» SOURCE RECORDS

****

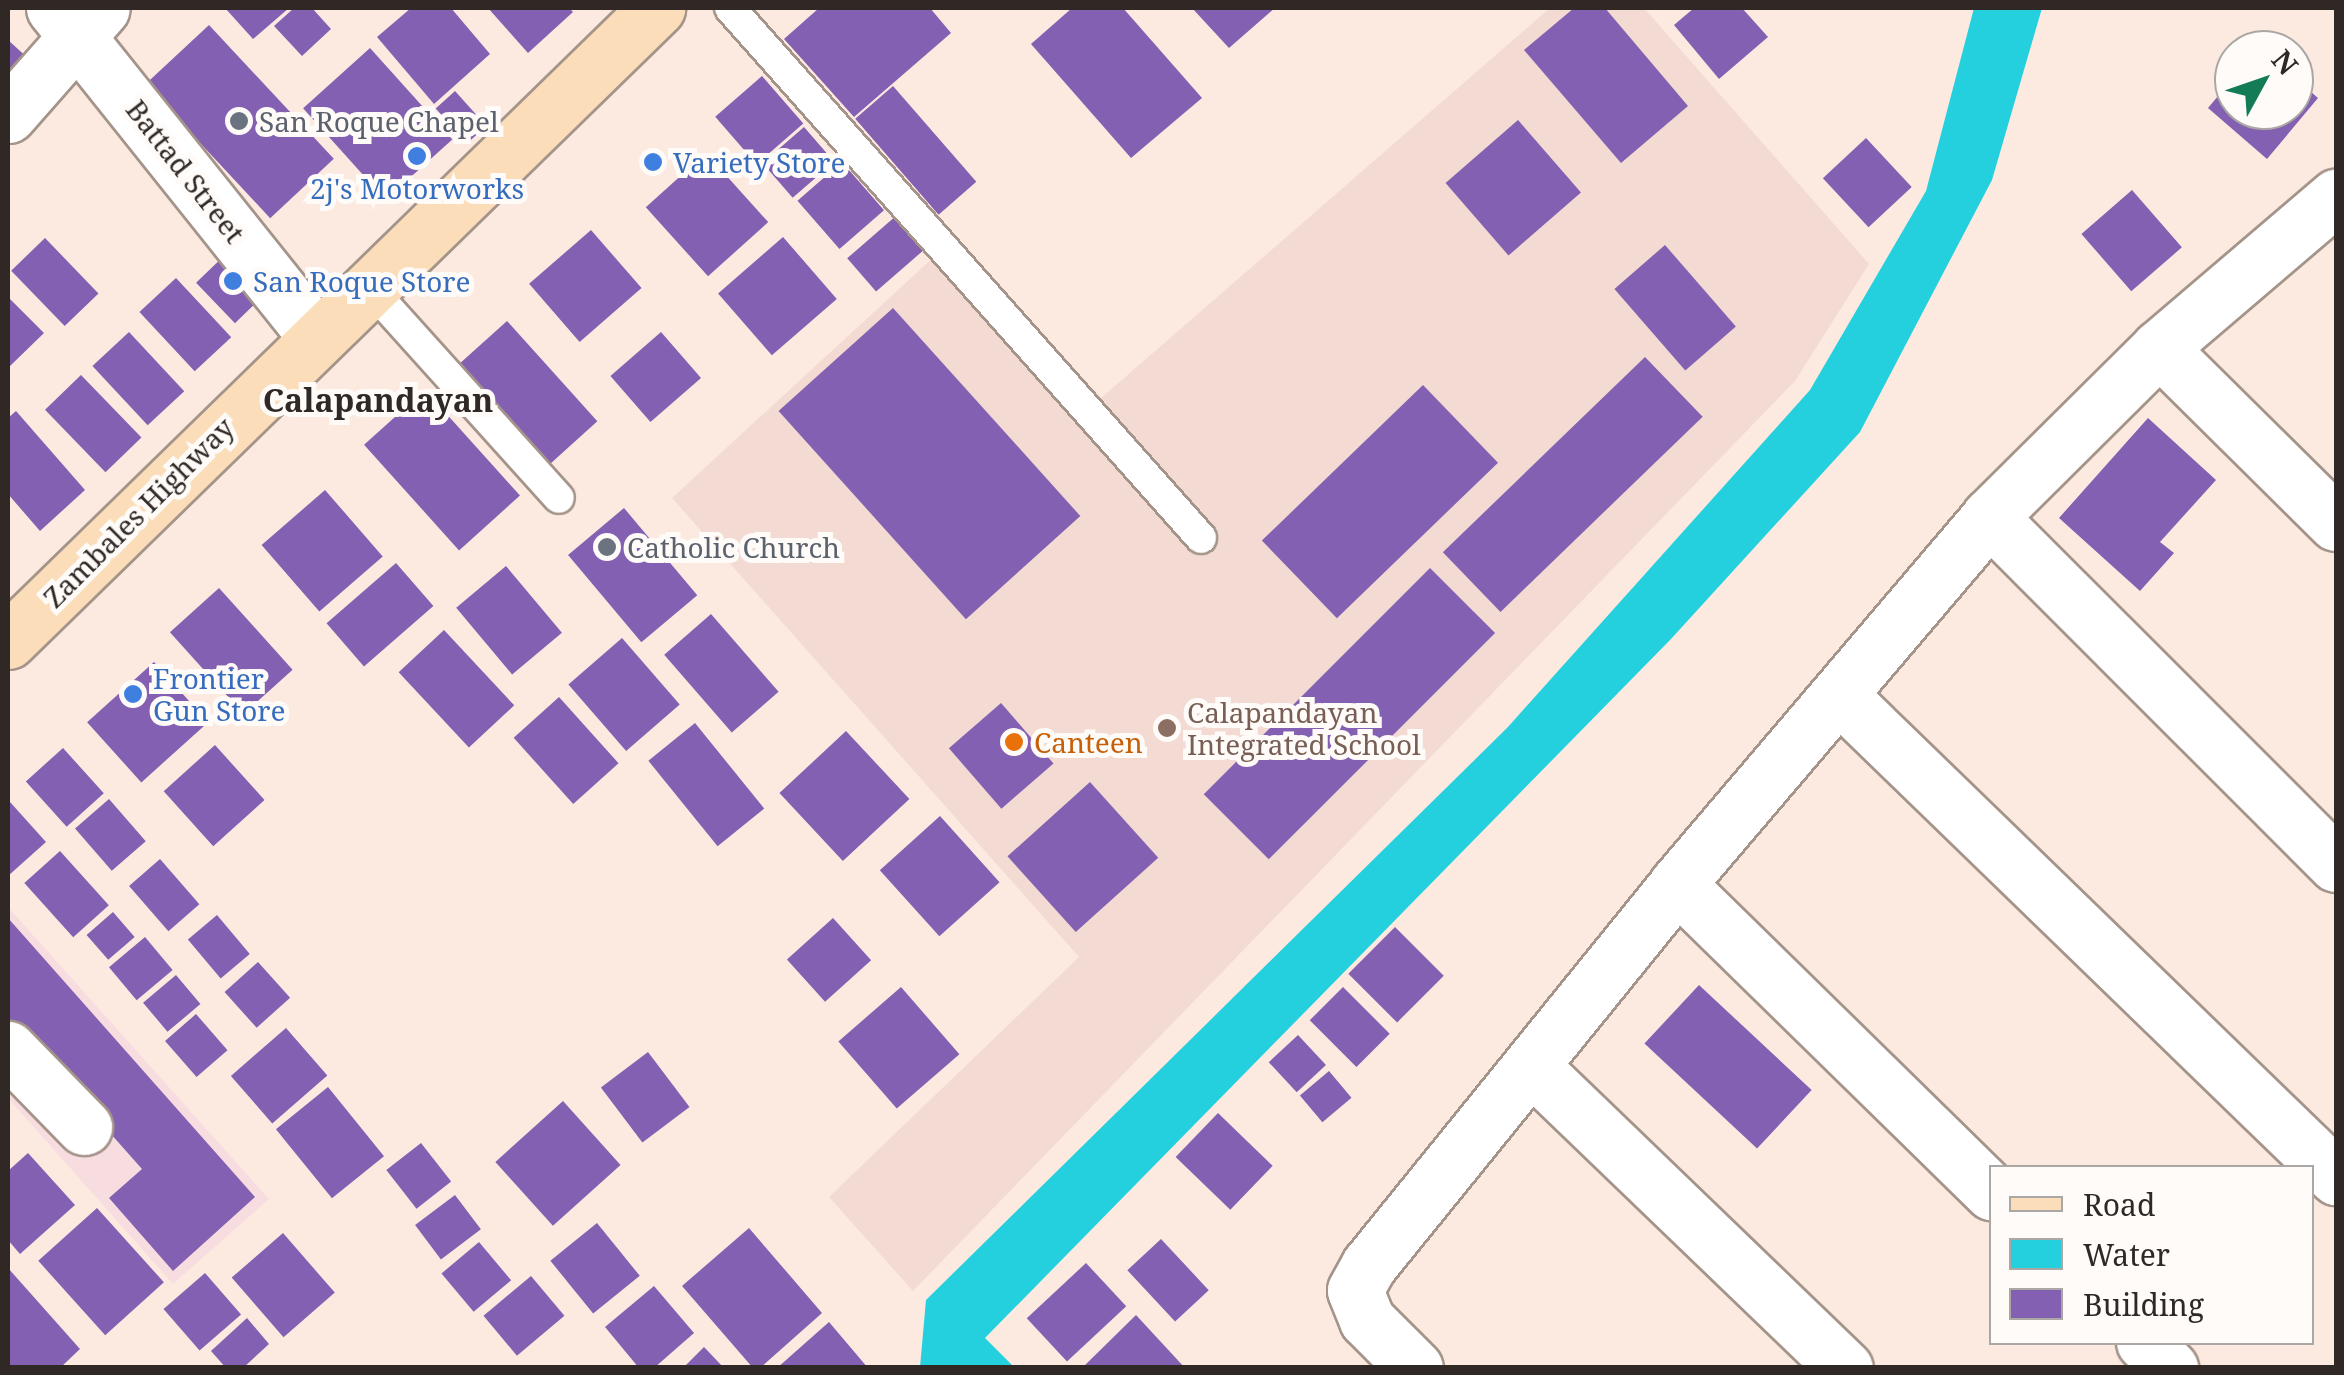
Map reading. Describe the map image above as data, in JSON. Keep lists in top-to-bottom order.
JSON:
{
  "streets": {
    "main road": ["Zambales Highway"],
    "street": ["Battad Street"]
  },
  "crossings": [
    ["Battad Street", "Zambales Highway"]
  ],
  "districts": ["Calapandayan"],
  "places": [
    "San Roque Chapel",
    "2j's Motorworks",
    "Variety Store",
    "San Roque Store",
    "Catholic Church",
    "Frontier Gun Store",
    "Calapandayan Integrated School",
    "Canteen"
  ],
  "legend": ["Road", "Water", "Building"],
  "north": "top right"
}
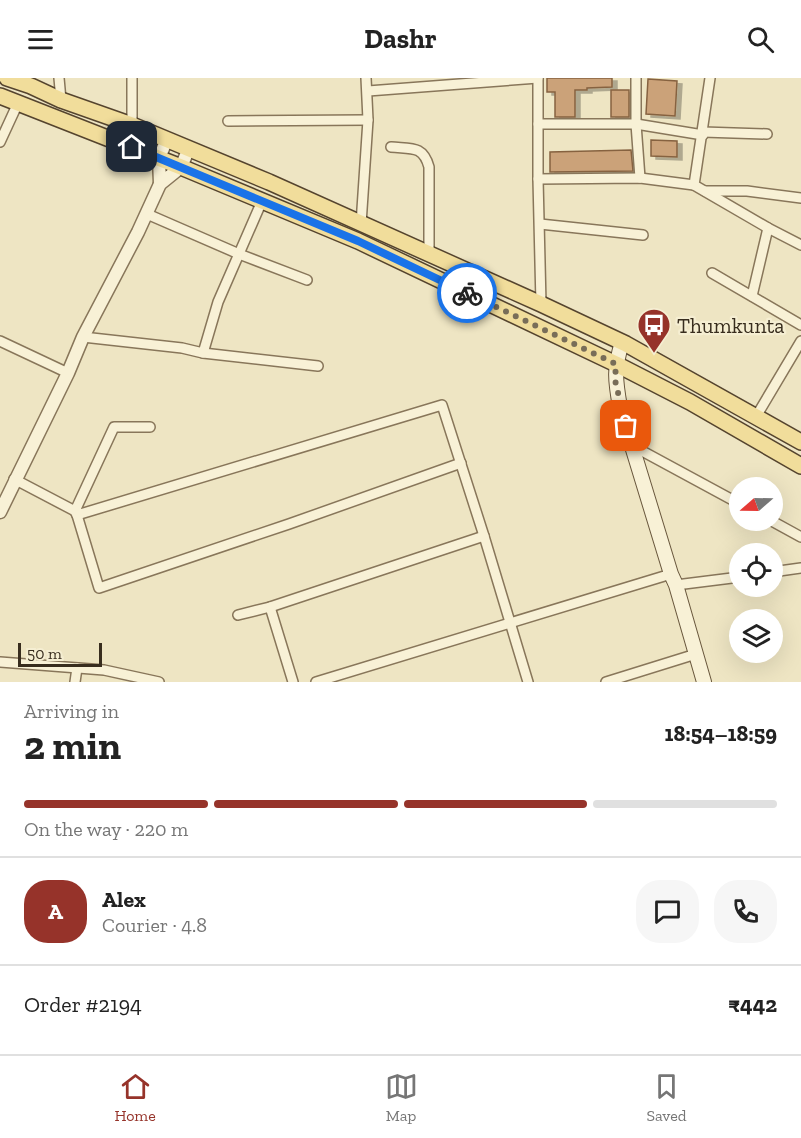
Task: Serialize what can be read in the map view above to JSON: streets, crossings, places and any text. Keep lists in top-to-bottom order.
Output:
{
  "places": {
    "bus stop": ["Thumkunta"]
  },
  "scale_bar": "50 m",
  "north": "left",
  "page": {
    "header": "Dashr",
    "scale": "50 m",
    "heading": ["2 min", "Arriving in", "18:54–18:59"],
    "panel": [
      "Alex",
      "Courier · 4.8",
      "Order #2194",
      "₹442"
    ],
    "bar": "On the way · 220 m",
    "round": "A",
    "tabs": ["Home", "Map", "Saved"]
  }
}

****

» EXERCISE AIM
Show the lines where the word "lists" appears in the entries.

» THE COMPLETED TASK
Map reading. Describe the map image above as data, in JSON. Keep lists in top-to-bottom order.
Task: Serialize what can be read in the map view above to JSON: streets, crossings, places and any text. Keep lists in top-to-bottom order.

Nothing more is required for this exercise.